Rocks to some, islands to others
Michael Richardson, Straits Times 6 Mar 09;
WHEN is a piece of land, surrounded by sea, not an island? The answer to the question is of critical importance to Japan, China, South Korea and South-east Asian countries that assert sovereign rights over oil, natural gas, mineral and fishery resources over huge areas of ocean extending from their 'islands'.
East Asia is home to some of the world's biggest island-nations, among them Japan, Indonesia and the Philippines. The island character of Indonesia and the Philippines is so pronounced that they have been recognised as archipelagic states under international law.
If China's claims to ownership of disputed islands and atolls in the South China Sea are acknowledged or enforced, it will become a continental country with extensive island territory stretching deep into the maritime heart of South-east Asia.

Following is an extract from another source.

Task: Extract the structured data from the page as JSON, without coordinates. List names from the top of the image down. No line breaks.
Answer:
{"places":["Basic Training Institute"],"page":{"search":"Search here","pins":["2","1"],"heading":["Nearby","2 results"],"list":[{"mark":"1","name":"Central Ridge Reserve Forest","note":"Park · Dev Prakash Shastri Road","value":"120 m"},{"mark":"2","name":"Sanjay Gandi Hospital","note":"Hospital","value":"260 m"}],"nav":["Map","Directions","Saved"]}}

Both China and Vietnam protested last month after the Philippines passed legislation spelling out its claims to some of the Spratly Islands and Scarborough Shoal in the South China Sea. China, Vietnam and Taiwan assert sovereignty over the whole of the Spratly chain, while the Philippines and Malaysia claim areas closest to their shores.

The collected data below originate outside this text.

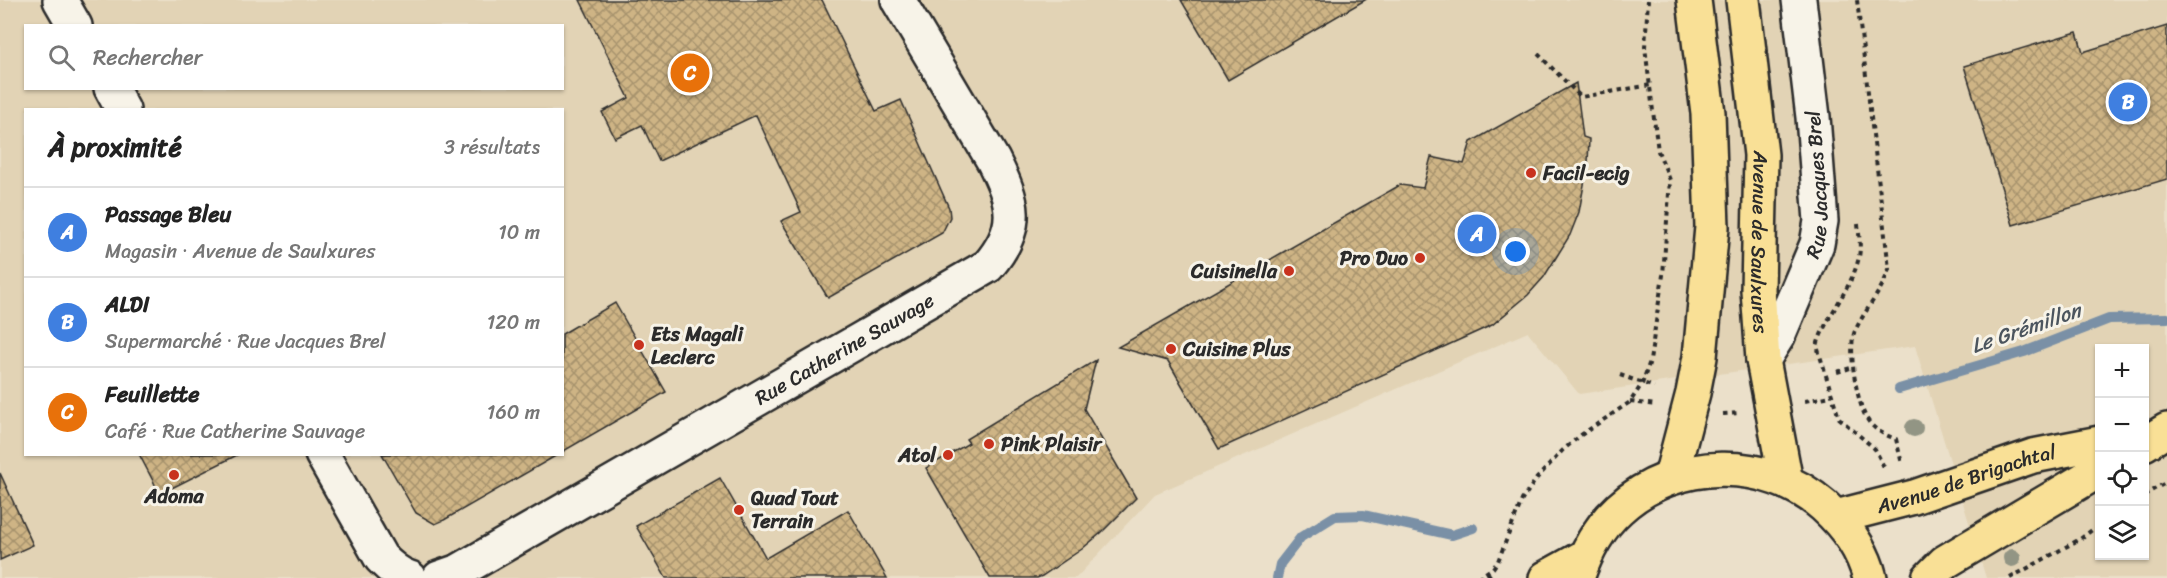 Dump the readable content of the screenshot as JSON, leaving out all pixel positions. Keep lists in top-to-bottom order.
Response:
{
  "streets": {
    "main road": ["Avenue de Saulxures", "Avenue de Brigachtal"],
    "street": ["Rue Jacques Brel", "Rue Catherine Sauvage"]
  },
  "crossings": [
    ["Rue Jacques Brel", "Avenue de Saulxures"]
  ],
  "water": ["Le Grémillon"],
  "places": [
    "Facil-ecig",
    "Pro Duo",
    "Cuisinella",
    "Ets Magali Leclerc",
    "Cuisine Plus",
    "Pink Plaisir",
    "Atol",
    "Adoma",
    "Quad Tout Terrain"
  ],
  "page": {
    "search": "Rechercher",
    "pins": ["C", "B", "A"],
    "heading": ["À proximité", "3 résultats"],
    "list": [
      {
        "mark": "A",
        "name": "Passage Bleu",
        "note": "Magasin · Avenue de Saulxures",
        "value": "10 m"
      },
      {
        "mark": "B",
        "name": "ALDI",
        "note": "Supermarché · Rue Jacques Brel",
        "value": "120 m"
      },
      {
        "mark": "C",
        "name": "Feuillette",
        "note": "Café · Rue Catherine Sauvage",
        "value": "160 m"
      }
    ],
    "map_buttons": ["+", "−"]
  }
} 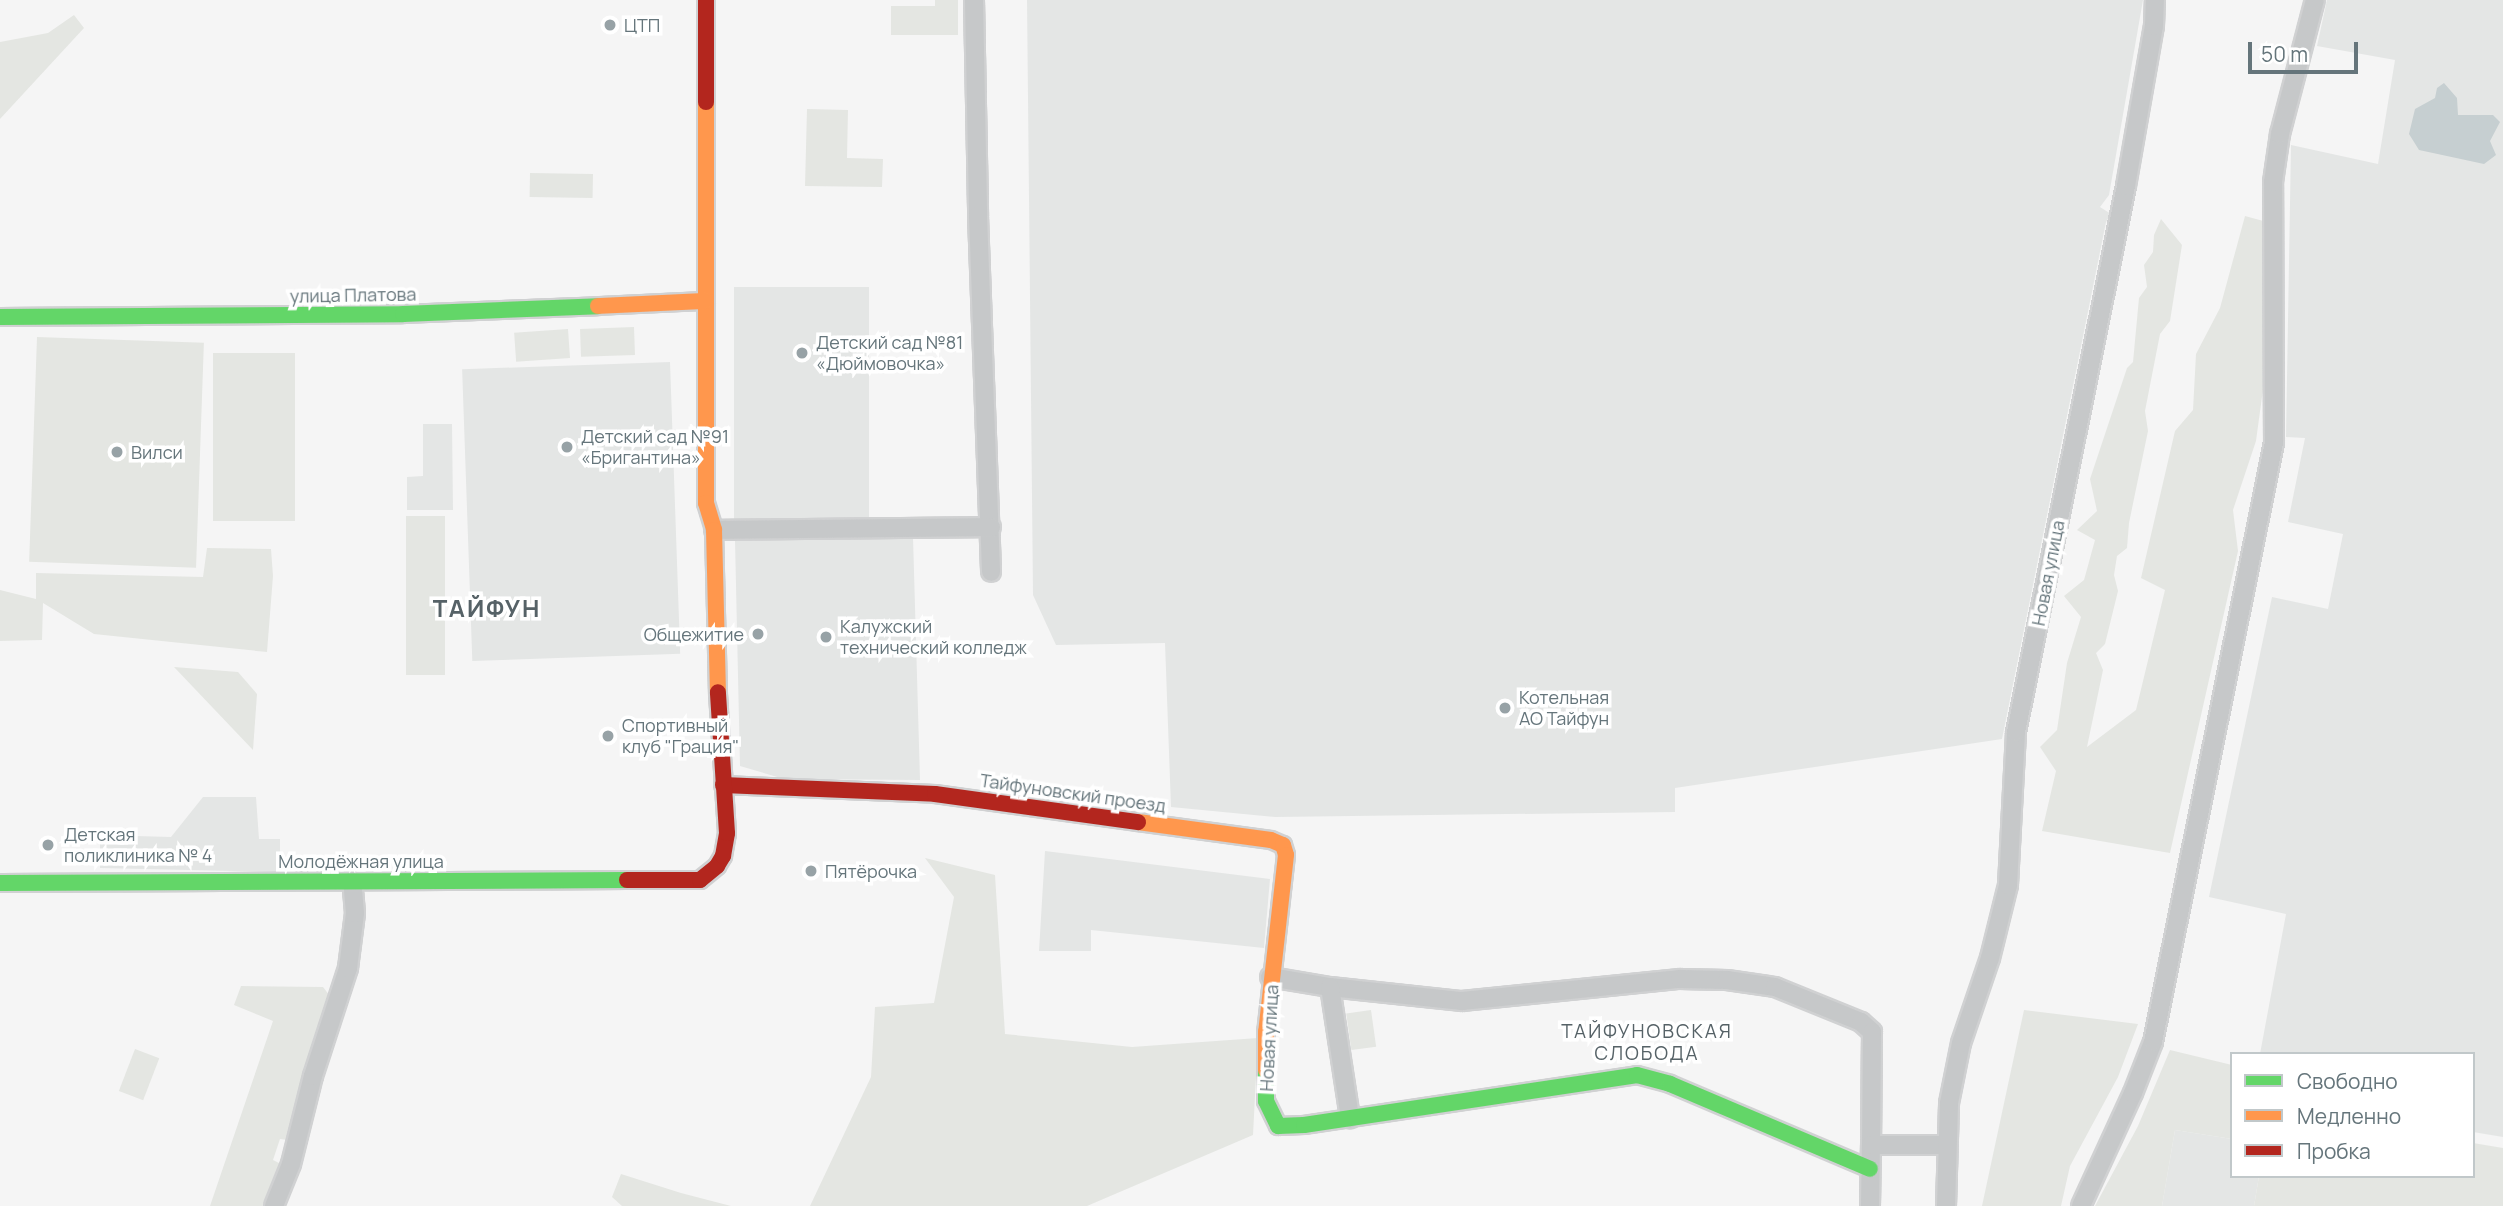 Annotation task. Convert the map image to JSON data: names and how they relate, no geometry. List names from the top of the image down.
{
  "streets": {
    "street": [
      "улица Платова",
      "Новая улица",
      "Тайфуновский проезд",
      "Молодёжная улица"
    ]
  },
  "crossings": [
    ["Новая улица", "Тайфуновский проезд"],
    ["Тайфуновский проезд", "Молодёжная улица"]
  ],
  "districts": ["ТАЙФУН", "ТАЙФУНОВСКАЯ СЛОБОДА"],
  "places": [
    "ЦТП",
    "Детский сад №81 «Дюймовочка»",
    "Детский сад №91 «Бригантина»",
    "Вилси",
    "Общежитие",
    "Калужский технический колледж",
    "Котельная АО Тайфун",
    "Спортивный клуб \"Грация\"",
    "Детская поликлиника № 4",
    "Пятёрочка"
  ],
  "legend": ["Свободно", "Медленно", "Пробка"],
  "scale_bar": "50 m"
}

Across the region, governments are showing increasing concern over the status of outlying islands, many of them remote and uninhabited. Not only do they mark the outer edges of national territory, but they also form starting points for control of offshore resources. This underlies the longstanding dispute between China and Japan over the uninhabited Senkaku islands controlled by Japan in the East China Sea.
Tension over the islands flared again on the eve of a visit by Japan's Foreign Minister Hirofumi Nakasone to Beijing last weekend, after Tokyo said the United States backed Japan's claim and would come to its assistance if the islands were invaded. Both China and Taiwan say the Senkaku islands are part of their territory. All three parties use the islands to assert rights to ocean and seabed resources out to 200 nautical miles - an area known as an Exclusive Economic Zone, or EEZ.
Japan has a similar dispute with Seoul over Dokdo, known to the Japanese as Takeshima, which is controlled by South Korea. Meanwhile, Indonesia is pressing ahead with development projects on 92 outlying islands, fearing that some of them are prone to foreign incursions.
Singapore, too, is asserting its island rights. Last July, it claimed an EEZ around Pedra Branca. This drew a protest from Malaysia.
The 1982 United Nations Convention on the Law of the Sea (Unclos) allows pieces of land at sea to be defined as islands on two conditions. First, if they are 'a naturally formed area of land...which is above water at high tide'. And second, if they are capable of sustaining human habitation or economic life.
Of all the Asian island claimants, Japan has been stretching these definitions furthest and hardest. It is doing so because under Unclos, only natural islands can generate an EEZ. Artificial islands, man-made installations or structures, although above water at high tide, cannot be treated as islands and have an EEZ.
Japan, which consists of over 6,800 islands, claims the world's fifth largest EEZ, totalling nearly 4.5 million sq km. But over half of this area comes from outlying islands that are either sparsely populated or uninhabited. Some of Japan's EEZ claims are disputed by China, South Korea, Russia and Taiwan.
Perhaps the most extreme case is Okinotorishima, a coral atoll at the southern-most tip of Japan. The EEZ surrounding Okinotorishima alone covers about 400,000 sq km. But only two small bits of the atoll remain above water at high tide and they have had to be protected with elaborate concrete embankments.
One is now a helicopter landing pad while the other is covered with a US$50 million (S$77 million) titanium net to shield it from debris thrown up by ocean waves in storms. Between them is an elevated platform to support buildings for accommodation and storage.
Japan is in the midst of grafting tens of thousands of fast-growing coral fragments onto the submerged sections of the reef to strengthen it and raise more areas above sea level. More than US$250 million is estimated to have been spent on the project to sustain Japan's EEZ claim.
China disputes the claim, arguing that Okinotorishima has only a couple of rocks above sea level and that they are not islands. Yet in the South China Sea, Beijing appears to take a different view by treating rocks as islands. Its statecraft dictates that rocks are rocks in some places, but islands in others.
The writer is a visiting senior research fellow at the Institute of Southeast Asian Studies.